It is noted that, herein, relational terms such as first and second, and the like may be used solely to distinguish one entity or action from another entity or action without necessarily requiring or implying any actual such relationship or order between such entities or actions. Also, the terms "comprises," "comprising," or any other variation thereof, are intended to cover a non-exclusive inclusion, such that a process, method, article, or apparatus that comprises a list of elements does not include only those elements but may include other elements not expressly listed or inherent to such process, method, article, or apparatus.

Although embodiments of the present invention have been shown and described, it will be appreciated by those skilled in the art that changes, modifications, substitutions and alterations can be made in these embodiments without departing from the principles and spirit of the invention, the scope of which is defined in the appended claims and their equivalents.

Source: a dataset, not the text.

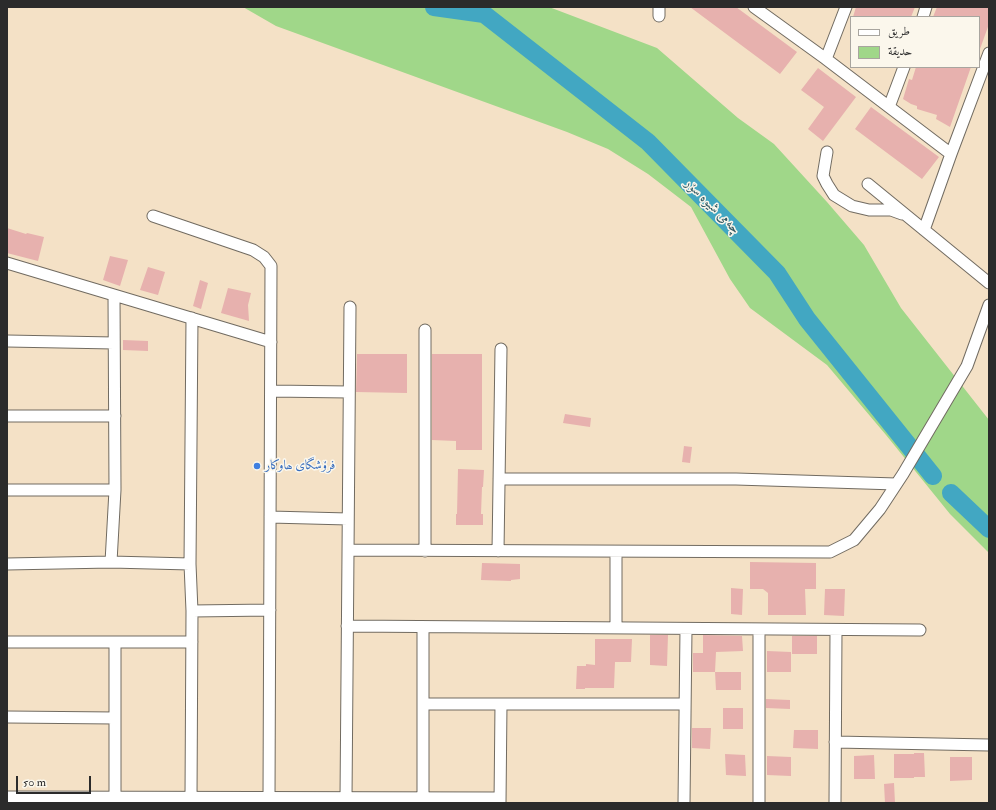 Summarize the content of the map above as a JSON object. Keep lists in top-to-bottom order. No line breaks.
{"water":["چەمی شیوە سۆر"],"places":["فرۆشگای ھاوکار"],"legend":["طريق","حديقة"],"scale_bar":"50 m"} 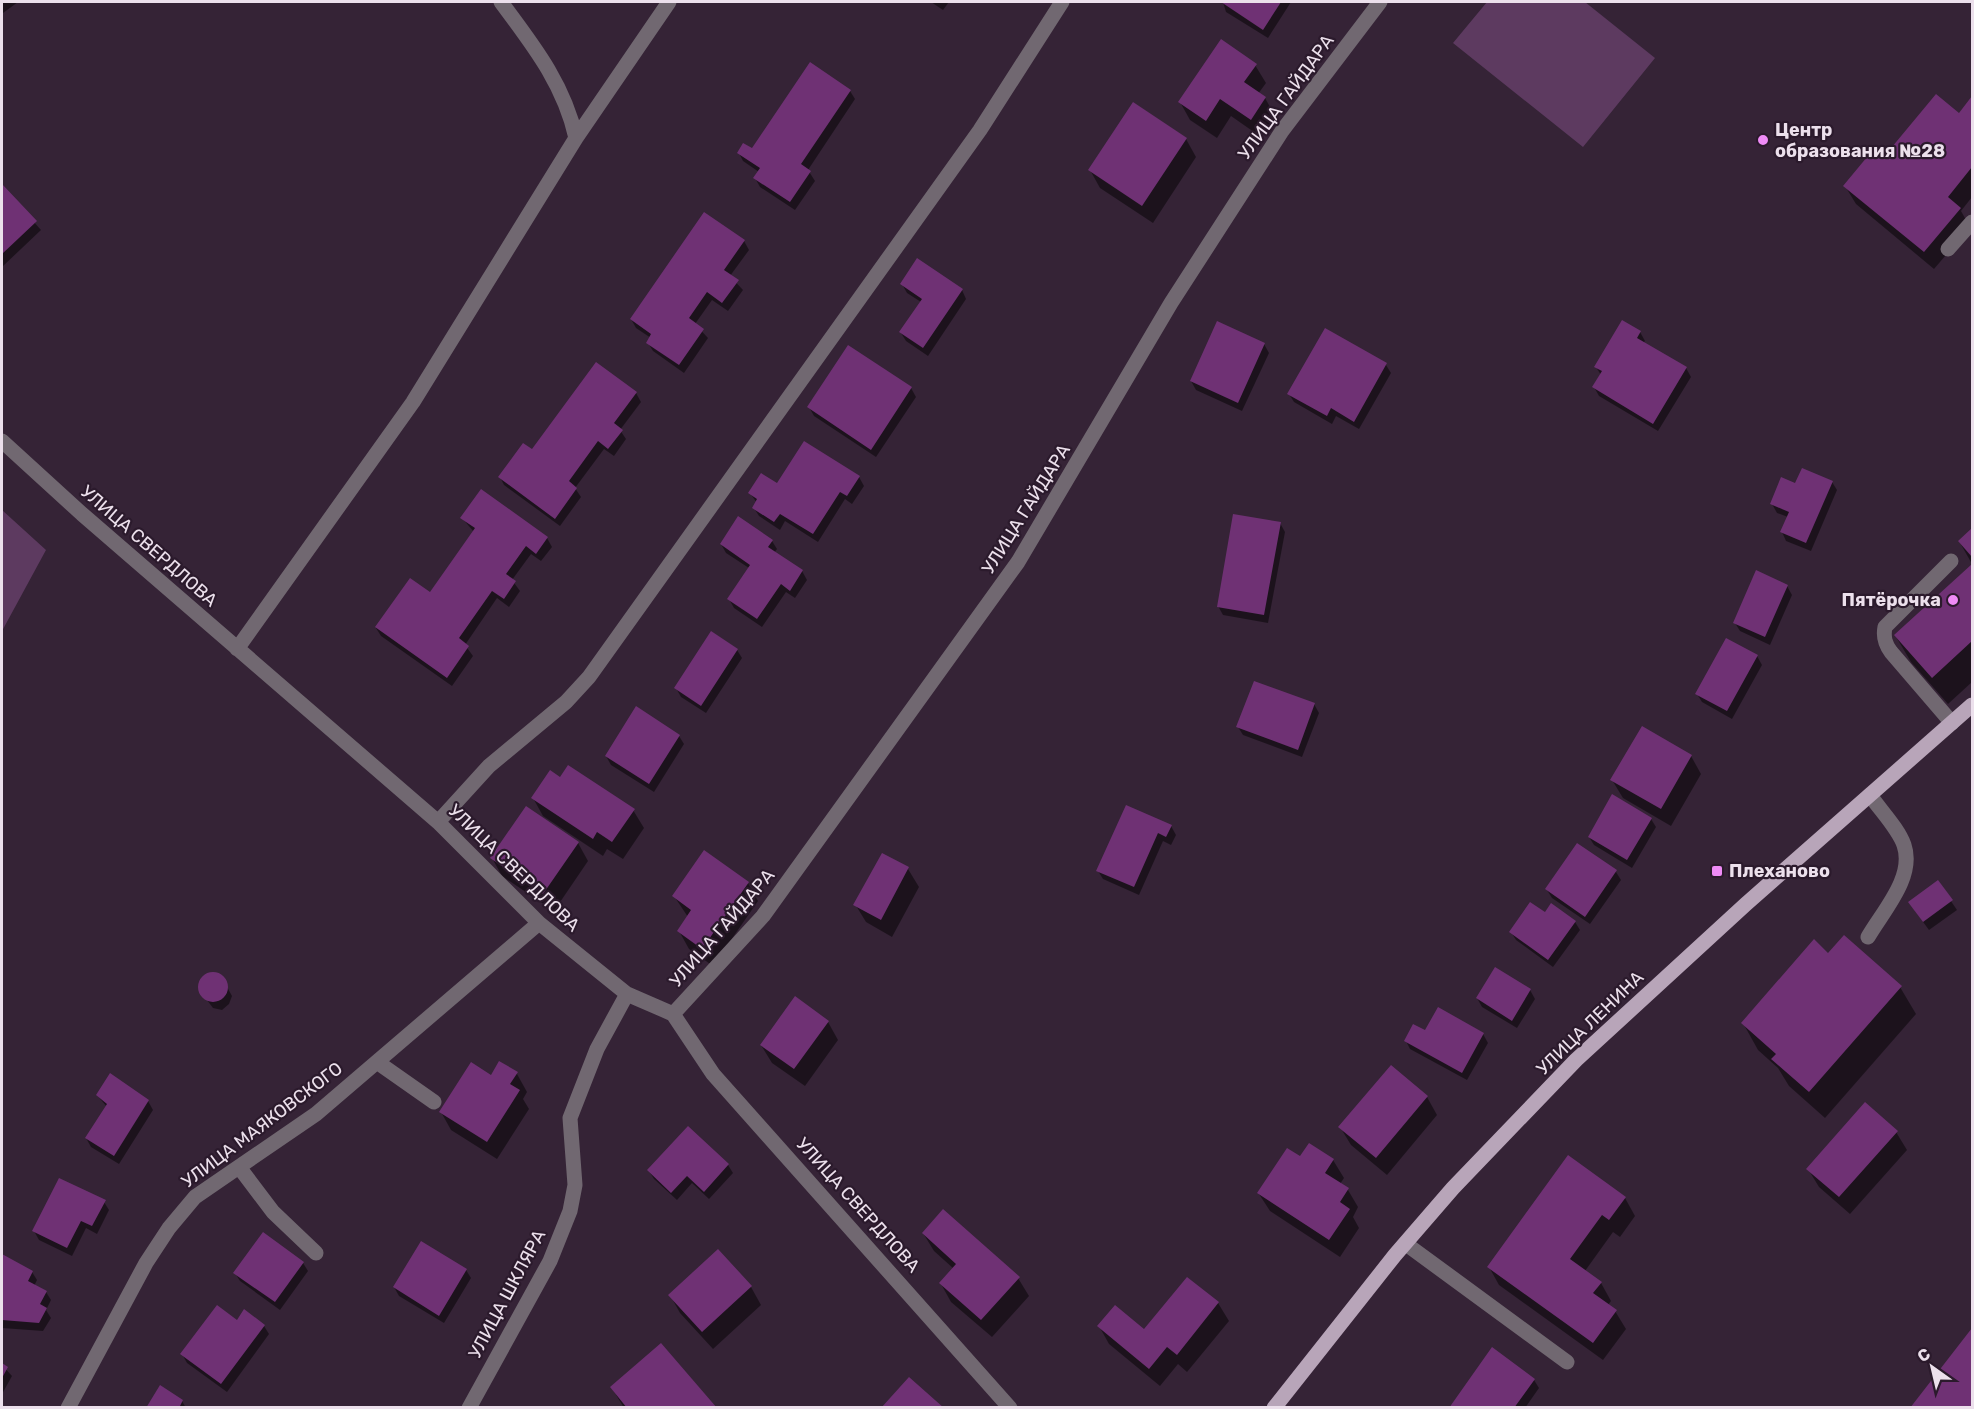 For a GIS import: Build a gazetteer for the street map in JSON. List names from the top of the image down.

The present invention and its embodiments have been described above, and the description is not intended to be limiting, and the drawings are only one embodiment of the present invention, and the actual structure is not limited thereto. In summary, those skilled in the art should appreciate that they can readily use the disclosed conception and specific embodiments as a basis for designing or modifying other structures for carrying out the same purposes of the present invention without departing from the spirit and scope of the invention as defined by the appended claims.

Claims (10)

1. The utility model provides an ion cleaning formula wind pressure conflict type carborundum miropowder finished product packagine machine which characterized in that: comprises the steps of (a) preparing a mixture of a plurality of raw materials,

the device comprises an ion wind cleaning type rotary opening-closing type blanking assembly (1), wherein the ion wind cleaning type rotary opening-closing type blanking assembly (1) comprises an ion wind cleaning type feeding device (11) and a rotary opening-closing type blanking device (12), and the rotary opening-closing type blanking device (12) is arranged at the bottom of the ion wind cleaning type rotary opening-closing type blanking assembly (1);

the membrane supply assembly (2) is arranged below the ion wind cleaning type feeding device (11), the membrane supply assembly (2) comprises a supporting device (21) and a driving device (22), and the driving device (22) is arranged on the supporting device (21);

the one-way stepping type traction film sealing assembly (3) is arranged below the rotary opening and closing type blanking device (12), the one-way stepping type traction film sealing assembly (3) comprises a rotary stepping type traction device (31) and an air pressure contact type longitudinal film sealing device (32), and the rotary stepping type traction device (31) is arranged above the air pressure contact type longitudinal film sealing device (32); and the number of the first and second groups,

two-way offset type is sealed the membrane and is connect material subassembly (4), two-way offset type is sealed the membrane and is connect material subassembly (4) to locate the below that the wind pressure supported the vertical membrane device (32) that seals of formula, two-way offset type is sealed the membrane and is connect material subassembly (4) to include two-way offset type to seal membrane device (41) and nonlinear fluid and connect material buffer (42), nonlinear fluid connects material buffer (42) to locate two-way offset type and seals the below of membrane device (41).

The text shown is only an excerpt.